» **PROBLEM TO WORK ON**
Please restate, word for word, the lines below that begin at the one with "M 927,1605 L 930,1629 L 906,1632 L 903,1607 Z" and end at the one with "M 1068,1967 L". Leave out all other lines.
/---
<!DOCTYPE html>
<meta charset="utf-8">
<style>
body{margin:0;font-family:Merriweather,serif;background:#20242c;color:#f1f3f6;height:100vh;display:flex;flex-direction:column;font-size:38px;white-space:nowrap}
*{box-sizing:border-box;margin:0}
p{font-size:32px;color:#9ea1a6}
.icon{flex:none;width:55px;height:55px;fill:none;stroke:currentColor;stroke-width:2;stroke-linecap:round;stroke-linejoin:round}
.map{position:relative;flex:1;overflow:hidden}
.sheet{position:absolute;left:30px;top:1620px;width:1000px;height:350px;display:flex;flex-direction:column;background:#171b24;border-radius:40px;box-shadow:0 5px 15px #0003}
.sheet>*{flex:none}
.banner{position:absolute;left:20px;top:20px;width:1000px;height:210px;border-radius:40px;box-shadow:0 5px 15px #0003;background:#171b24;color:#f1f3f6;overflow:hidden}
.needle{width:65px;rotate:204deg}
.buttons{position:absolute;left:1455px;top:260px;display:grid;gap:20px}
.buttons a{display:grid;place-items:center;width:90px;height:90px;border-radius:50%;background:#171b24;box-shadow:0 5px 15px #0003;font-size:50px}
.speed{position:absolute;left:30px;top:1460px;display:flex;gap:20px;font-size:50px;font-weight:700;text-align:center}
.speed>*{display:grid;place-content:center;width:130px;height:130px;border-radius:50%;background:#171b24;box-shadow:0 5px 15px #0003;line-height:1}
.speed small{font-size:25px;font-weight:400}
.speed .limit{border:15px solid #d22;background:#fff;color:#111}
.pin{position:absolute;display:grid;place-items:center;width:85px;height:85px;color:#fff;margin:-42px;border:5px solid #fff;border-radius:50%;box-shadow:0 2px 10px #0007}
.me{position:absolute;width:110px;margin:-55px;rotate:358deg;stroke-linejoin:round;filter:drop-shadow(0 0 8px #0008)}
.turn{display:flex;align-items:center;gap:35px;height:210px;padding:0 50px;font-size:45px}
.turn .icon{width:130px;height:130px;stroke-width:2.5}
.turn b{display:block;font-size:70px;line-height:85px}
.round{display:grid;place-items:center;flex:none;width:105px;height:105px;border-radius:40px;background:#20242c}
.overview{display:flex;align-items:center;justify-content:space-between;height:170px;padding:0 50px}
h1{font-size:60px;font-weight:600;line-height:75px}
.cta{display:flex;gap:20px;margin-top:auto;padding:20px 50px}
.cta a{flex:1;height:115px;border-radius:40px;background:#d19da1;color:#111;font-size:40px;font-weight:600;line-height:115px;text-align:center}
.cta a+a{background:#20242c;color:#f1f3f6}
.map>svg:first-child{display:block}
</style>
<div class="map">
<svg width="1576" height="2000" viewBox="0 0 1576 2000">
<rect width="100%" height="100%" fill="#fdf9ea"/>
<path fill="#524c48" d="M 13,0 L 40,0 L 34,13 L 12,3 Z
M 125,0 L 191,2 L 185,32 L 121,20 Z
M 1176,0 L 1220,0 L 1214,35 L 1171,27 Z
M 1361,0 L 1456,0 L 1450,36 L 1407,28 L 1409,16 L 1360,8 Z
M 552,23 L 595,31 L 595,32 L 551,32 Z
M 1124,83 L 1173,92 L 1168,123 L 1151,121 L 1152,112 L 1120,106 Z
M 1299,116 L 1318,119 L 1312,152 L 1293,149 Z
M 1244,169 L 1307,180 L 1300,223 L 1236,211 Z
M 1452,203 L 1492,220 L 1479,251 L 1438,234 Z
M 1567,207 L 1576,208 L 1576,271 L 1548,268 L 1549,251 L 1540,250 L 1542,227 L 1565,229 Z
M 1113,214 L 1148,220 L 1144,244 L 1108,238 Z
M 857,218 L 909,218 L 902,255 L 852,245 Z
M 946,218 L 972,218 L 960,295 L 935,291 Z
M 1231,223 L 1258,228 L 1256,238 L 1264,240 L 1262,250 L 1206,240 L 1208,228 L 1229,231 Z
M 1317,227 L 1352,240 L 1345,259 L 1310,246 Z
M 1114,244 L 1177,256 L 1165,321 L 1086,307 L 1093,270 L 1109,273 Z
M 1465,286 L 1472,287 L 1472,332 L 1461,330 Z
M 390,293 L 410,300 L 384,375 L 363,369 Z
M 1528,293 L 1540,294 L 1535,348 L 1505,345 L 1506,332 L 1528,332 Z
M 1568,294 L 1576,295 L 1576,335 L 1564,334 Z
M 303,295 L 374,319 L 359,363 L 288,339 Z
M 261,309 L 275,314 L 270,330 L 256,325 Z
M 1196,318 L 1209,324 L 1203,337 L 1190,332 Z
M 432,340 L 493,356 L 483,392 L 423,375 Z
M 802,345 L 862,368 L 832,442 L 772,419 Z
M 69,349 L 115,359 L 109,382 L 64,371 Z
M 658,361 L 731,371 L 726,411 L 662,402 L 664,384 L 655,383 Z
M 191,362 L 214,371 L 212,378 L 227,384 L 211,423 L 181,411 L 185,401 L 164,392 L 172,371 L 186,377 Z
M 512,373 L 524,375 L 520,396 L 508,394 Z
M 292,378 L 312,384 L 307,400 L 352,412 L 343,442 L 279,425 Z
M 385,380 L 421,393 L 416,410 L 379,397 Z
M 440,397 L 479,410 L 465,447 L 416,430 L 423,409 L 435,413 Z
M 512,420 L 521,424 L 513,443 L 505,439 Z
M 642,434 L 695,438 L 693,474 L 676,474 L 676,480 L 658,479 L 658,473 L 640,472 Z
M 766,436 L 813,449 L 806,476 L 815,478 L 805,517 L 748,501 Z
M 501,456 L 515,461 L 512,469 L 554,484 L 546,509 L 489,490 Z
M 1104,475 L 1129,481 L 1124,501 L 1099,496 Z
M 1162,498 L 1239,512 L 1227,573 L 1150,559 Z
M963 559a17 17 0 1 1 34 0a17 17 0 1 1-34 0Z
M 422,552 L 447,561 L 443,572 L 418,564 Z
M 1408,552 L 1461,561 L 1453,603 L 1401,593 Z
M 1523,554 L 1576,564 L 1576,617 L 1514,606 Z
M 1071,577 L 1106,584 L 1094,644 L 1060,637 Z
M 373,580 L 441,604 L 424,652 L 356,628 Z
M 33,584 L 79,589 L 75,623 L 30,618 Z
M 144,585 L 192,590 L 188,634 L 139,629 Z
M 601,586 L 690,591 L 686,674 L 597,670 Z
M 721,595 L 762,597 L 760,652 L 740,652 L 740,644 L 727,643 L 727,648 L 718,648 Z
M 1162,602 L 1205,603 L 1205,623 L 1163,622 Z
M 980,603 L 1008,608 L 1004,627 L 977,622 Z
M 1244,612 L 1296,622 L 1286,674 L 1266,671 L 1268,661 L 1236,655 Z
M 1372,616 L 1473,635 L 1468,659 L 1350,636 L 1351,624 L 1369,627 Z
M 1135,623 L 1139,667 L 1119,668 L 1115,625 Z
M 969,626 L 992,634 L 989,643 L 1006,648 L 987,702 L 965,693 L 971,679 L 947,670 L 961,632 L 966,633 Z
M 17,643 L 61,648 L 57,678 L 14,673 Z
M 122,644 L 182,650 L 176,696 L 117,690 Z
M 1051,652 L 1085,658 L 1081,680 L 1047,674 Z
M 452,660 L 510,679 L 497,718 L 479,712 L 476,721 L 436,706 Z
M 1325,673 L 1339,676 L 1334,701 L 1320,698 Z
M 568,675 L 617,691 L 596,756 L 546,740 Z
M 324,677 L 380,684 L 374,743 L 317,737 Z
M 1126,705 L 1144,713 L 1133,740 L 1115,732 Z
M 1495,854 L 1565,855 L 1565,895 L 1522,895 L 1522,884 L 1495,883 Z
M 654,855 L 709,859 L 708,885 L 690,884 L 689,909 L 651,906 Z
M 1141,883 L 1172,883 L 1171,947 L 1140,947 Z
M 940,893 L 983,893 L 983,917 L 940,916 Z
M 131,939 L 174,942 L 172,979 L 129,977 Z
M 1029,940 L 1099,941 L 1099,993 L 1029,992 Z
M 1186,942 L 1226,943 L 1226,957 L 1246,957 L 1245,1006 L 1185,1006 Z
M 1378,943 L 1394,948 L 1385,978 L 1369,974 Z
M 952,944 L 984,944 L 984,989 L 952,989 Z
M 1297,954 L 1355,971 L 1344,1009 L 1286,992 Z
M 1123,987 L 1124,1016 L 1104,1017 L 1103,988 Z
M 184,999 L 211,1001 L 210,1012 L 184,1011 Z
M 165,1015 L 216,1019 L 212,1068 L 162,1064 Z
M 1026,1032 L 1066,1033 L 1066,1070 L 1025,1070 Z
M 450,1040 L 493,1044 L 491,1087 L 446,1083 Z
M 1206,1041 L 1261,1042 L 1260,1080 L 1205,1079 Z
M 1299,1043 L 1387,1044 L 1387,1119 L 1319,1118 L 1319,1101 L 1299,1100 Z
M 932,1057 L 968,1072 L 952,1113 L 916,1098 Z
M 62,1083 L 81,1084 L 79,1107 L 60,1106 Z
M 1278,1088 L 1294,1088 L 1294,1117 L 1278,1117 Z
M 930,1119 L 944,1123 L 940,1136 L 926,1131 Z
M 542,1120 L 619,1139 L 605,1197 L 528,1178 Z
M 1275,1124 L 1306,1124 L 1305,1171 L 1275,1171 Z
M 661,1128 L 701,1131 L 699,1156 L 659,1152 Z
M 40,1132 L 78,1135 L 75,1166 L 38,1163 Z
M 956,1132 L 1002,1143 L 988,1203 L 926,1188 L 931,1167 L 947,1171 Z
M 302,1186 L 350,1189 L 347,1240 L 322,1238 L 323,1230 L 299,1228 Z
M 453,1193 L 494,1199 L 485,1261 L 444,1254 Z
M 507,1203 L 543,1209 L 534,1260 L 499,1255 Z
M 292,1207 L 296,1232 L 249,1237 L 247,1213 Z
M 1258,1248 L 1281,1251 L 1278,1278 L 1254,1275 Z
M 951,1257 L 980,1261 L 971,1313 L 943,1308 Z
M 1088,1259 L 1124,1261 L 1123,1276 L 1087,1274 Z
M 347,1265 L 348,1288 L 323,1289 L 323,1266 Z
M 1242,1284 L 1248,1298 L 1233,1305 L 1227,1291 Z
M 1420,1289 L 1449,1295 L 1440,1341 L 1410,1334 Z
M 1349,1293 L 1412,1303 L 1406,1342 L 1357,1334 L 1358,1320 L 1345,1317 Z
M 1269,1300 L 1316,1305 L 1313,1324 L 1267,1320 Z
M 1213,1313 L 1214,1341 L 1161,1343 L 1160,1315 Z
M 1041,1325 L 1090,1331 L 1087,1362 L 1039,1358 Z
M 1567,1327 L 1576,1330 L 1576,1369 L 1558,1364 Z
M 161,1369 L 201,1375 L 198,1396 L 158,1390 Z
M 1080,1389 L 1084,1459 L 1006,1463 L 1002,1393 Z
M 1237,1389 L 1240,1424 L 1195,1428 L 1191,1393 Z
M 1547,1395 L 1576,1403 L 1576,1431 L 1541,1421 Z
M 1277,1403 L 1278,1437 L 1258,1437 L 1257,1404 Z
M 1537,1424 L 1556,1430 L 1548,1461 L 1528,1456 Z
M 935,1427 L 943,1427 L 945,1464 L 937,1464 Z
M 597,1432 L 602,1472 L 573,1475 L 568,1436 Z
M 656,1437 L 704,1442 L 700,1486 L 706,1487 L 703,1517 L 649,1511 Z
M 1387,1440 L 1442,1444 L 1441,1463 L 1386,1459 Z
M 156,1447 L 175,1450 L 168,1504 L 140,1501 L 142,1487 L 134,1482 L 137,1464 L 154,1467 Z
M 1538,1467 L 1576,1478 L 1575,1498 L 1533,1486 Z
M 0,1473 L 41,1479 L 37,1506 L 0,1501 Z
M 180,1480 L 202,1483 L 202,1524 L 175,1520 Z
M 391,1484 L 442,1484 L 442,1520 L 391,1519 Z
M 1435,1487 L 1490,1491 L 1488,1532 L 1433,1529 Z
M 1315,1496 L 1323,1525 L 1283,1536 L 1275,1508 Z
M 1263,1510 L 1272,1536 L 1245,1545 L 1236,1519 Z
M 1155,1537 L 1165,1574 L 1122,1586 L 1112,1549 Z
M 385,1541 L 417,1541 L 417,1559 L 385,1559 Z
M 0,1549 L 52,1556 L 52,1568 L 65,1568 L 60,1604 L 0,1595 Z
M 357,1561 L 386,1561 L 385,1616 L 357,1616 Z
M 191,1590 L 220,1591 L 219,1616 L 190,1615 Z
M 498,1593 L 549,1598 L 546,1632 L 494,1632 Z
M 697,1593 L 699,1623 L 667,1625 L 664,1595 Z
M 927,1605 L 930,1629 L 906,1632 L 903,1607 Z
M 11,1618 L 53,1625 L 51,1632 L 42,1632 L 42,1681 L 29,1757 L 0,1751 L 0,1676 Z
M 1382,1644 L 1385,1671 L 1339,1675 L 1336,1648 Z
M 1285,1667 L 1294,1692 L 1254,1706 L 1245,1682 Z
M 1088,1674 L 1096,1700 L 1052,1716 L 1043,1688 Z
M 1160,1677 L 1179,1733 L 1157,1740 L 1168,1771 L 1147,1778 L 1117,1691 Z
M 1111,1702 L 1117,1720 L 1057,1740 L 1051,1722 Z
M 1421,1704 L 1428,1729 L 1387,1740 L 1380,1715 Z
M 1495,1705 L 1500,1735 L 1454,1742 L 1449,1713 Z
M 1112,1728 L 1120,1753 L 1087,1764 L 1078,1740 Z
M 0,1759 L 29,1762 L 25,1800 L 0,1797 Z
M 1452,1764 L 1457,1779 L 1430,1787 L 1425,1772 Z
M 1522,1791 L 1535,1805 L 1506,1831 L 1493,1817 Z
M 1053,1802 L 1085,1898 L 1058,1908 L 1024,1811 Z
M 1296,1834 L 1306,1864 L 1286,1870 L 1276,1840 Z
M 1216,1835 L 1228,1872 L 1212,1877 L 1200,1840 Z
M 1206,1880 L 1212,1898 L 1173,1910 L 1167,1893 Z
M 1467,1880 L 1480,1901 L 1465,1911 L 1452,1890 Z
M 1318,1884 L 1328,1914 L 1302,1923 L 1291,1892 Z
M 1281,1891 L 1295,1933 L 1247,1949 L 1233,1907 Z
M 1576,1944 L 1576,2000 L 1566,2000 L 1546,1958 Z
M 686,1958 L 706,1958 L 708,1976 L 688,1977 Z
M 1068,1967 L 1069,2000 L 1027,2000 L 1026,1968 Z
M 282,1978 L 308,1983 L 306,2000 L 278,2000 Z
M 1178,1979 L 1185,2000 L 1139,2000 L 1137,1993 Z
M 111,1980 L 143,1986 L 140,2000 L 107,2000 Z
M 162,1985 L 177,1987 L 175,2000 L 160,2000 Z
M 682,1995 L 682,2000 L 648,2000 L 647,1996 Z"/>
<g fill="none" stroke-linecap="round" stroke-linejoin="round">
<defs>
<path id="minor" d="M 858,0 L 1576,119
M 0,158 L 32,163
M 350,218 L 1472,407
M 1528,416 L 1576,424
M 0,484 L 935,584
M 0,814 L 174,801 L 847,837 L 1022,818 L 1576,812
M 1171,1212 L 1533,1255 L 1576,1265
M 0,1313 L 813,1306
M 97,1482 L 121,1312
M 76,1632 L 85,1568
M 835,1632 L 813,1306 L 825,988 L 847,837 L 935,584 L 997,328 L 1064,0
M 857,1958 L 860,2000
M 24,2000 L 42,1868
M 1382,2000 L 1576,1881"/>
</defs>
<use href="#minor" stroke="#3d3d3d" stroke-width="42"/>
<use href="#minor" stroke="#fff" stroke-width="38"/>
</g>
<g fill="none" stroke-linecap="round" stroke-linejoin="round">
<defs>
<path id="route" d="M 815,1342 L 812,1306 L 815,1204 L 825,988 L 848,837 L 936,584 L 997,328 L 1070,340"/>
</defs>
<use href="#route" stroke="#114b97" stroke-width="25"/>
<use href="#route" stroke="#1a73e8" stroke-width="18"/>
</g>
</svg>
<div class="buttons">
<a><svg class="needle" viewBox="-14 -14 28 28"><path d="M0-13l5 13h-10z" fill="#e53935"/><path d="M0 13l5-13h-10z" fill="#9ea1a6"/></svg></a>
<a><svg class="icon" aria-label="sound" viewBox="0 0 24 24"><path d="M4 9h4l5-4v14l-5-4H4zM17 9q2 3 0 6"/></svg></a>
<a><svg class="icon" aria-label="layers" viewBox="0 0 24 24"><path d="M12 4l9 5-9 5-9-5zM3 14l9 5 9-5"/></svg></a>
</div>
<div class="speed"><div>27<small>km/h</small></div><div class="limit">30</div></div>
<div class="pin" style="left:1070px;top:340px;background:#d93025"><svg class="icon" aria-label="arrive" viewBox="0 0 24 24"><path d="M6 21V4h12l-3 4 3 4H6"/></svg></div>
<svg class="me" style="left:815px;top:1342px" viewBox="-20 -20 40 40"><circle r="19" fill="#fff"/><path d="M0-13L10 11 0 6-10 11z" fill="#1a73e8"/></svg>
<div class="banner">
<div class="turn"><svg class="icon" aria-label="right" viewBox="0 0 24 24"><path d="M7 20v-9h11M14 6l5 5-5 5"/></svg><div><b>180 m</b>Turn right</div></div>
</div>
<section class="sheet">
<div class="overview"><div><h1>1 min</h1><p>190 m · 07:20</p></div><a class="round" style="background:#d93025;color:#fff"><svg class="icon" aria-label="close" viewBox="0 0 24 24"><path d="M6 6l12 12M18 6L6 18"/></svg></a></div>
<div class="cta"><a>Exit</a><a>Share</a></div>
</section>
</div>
\---
» **ANSWER SECTION**
M 927,1605 L 930,1629 L 906,1632 L 903,1607 Z
M 11,1618 L 53,1625 L 51,1632 L 42,1632 L 42,1681 L 29,1757 L 0,1751 L 0,1676 Z
M 1382,1644 L 1385,1671 L 1339,1675 L 1336,1648 Z
M 1285,1667 L 1294,1692 L 1254,1706 L 1245,1682 Z
M 1088,1674 L 1096,1700 L 1052,1716 L 1043,1688 Z
M 1160,1677 L 1179,1733 L 1157,1740 L 1168,1771 L 1147,1778 L 1117,1691 Z
M 1111,1702 L 1117,1720 L 1057,1740 L 1051,1722 Z
M 1421,1704 L 1428,1729 L 1387,1740 L 1380,1715 Z
M 1495,1705 L 1500,1735 L 1454,1742 L 1449,1713 Z
M 1112,1728 L 1120,1753 L 1087,1764 L 1078,1740 Z
M 0,1759 L 29,1762 L 25,1800 L 0,1797 Z
M 1452,1764 L 1457,1779 L 1430,1787 L 1425,1772 Z
M 1522,1791 L 1535,1805 L 1506,1831 L 1493,1817 Z
M 1053,1802 L 1085,1898 L 1058,1908 L 1024,1811 Z
M 1296,1834 L 1306,1864 L 1286,1870 L 1276,1840 Z
M 1216,1835 L 1228,1872 L 1212,1877 L 1200,1840 Z
M 1206,1880 L 1212,1898 L 1173,1910 L 1167,1893 Z
M 1467,1880 L 1480,1901 L 1465,1911 L 1452,1890 Z
M 1318,1884 L 1328,1914 L 1302,1923 L 1291,1892 Z
M 1281,1891 L 1295,1933 L 1247,1949 L 1233,1907 Z
M 1576,1944 L 1576,2000 L 1566,2000 L 1546,1958 Z
M 686,1958 L 706,1958 L 708,1976 L 688,1977 Z
M 1068,1967 L 1069,2000 L 1027,2000 L 1026,1968 Z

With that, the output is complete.